Portrait d’une postdoc précarisée

Citizen Adde

Portrait d'Éloïse Adde, historienne
Photo: Sven Becker
d'Lëtzebuerger Land du 30.11.2018

« Adde » avec un « e » muet : le nom serait normand, dit-elle, peut-être « viking ». Éloïse Adde a grandi à Sées, une petite ville rurale dans le département de l’Orne. Son père était dessinateur industriel, sa mère femme au foyer. Son parcours scolaire se lit comme une illustration de l’idéal méritocratique républicain. Alors qu’elle est lycéenne à Alençon, un prof d’histoire lui conseille de tenter hypocagne, la voie royale vers les grandes écoles. En 1995, elle obtient une bourse et s’inscrit en école préparatoire à Caen. Mais elle trouve rapidement la ville trop étriquée, trop conservatrice. L’année suivante, elle monte à Paris où elle vient d’être sélectionnée au prestigieux Lycée Henri-IV. Situé sur la montagne Sainte-Geneviève, dans une ancienne abbaye, c’est une sorte de temple républicain, où n’entrent que quelques rares lycéens de province, triés sur le volet.
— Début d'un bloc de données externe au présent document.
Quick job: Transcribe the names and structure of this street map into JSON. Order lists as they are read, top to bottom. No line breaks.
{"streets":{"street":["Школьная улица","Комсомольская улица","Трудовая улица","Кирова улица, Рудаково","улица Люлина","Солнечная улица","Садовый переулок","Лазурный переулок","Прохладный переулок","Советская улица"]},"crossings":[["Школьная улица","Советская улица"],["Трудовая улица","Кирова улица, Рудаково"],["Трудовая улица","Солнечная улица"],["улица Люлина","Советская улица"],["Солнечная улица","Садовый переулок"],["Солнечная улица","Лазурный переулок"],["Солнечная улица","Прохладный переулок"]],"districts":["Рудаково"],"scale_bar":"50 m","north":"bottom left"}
Éloïse Adde n’avait jamais visité la capitale. À son arrivée, elle s’y sent « toute petite », tout lui semble « hyper grand, hyper loin ». Durant ses deux années à Henry-IV, elle côtoiera la progéniture de la haute bourgeoisie française ; les fils et filles de ministres, de professeurs et de grands industriels. (Également inscrit à Henry-IV durant ces années-là, le futur Président de la République, Emmanuel Macron, dont elle n’a gardé qu’un souvenir assez vague.) Adde est parmi les rares boursières, et, quoique de manière diffuse, elle ressent la différence sociale qui la sépare des autres élèves. Elle ne se sentait « pas en phase », dit-elle. « J’avais l’impression d’être là par hasard, à la limite comme un alibi. ». Adde ne réussira pas ses examens d’entrée à l’École normale supérieure ; elle se rebat donc sur l’Université Paris 1, où elle soutiendra une maîtrise sur l’imaginaire chinois chez Marco Polo. Comme pour prendre ses distances avec le monde clos de Henry-IV, elle s’inscrit en cours de japonais et de coréen. Mais, rapidement, elle se lasse de ces sujets.

En 2005, un ancien manuscrit est découvert à Paris. Rédigé en latin, le texte contient des barbarismes que les experts français mettront des mois à identifier comme du tchèque médiéval. Il s’agit d’une traduction latine de la Chronique de Dalimil, la première histoire de Bohême rédigée en langue vernaculaire au début du XIVe siècle. Ce texte occupera la médiéviste Adde durant la décennie à venir. Elle part pour Prague étudier le tchèque et préparer une thèse en histoire. Adde évoque un besoin de partir, et dit n’avoir « plus supporté le parisianisme » qui se prendrait « pour le centre du monde ». (Dans l’historiographie française, l’histoire de la Bohême médiévale reste un terrain très peu encombré ; en s’y spécialisant, Adde se garantissait également un quasi-monopole en France.)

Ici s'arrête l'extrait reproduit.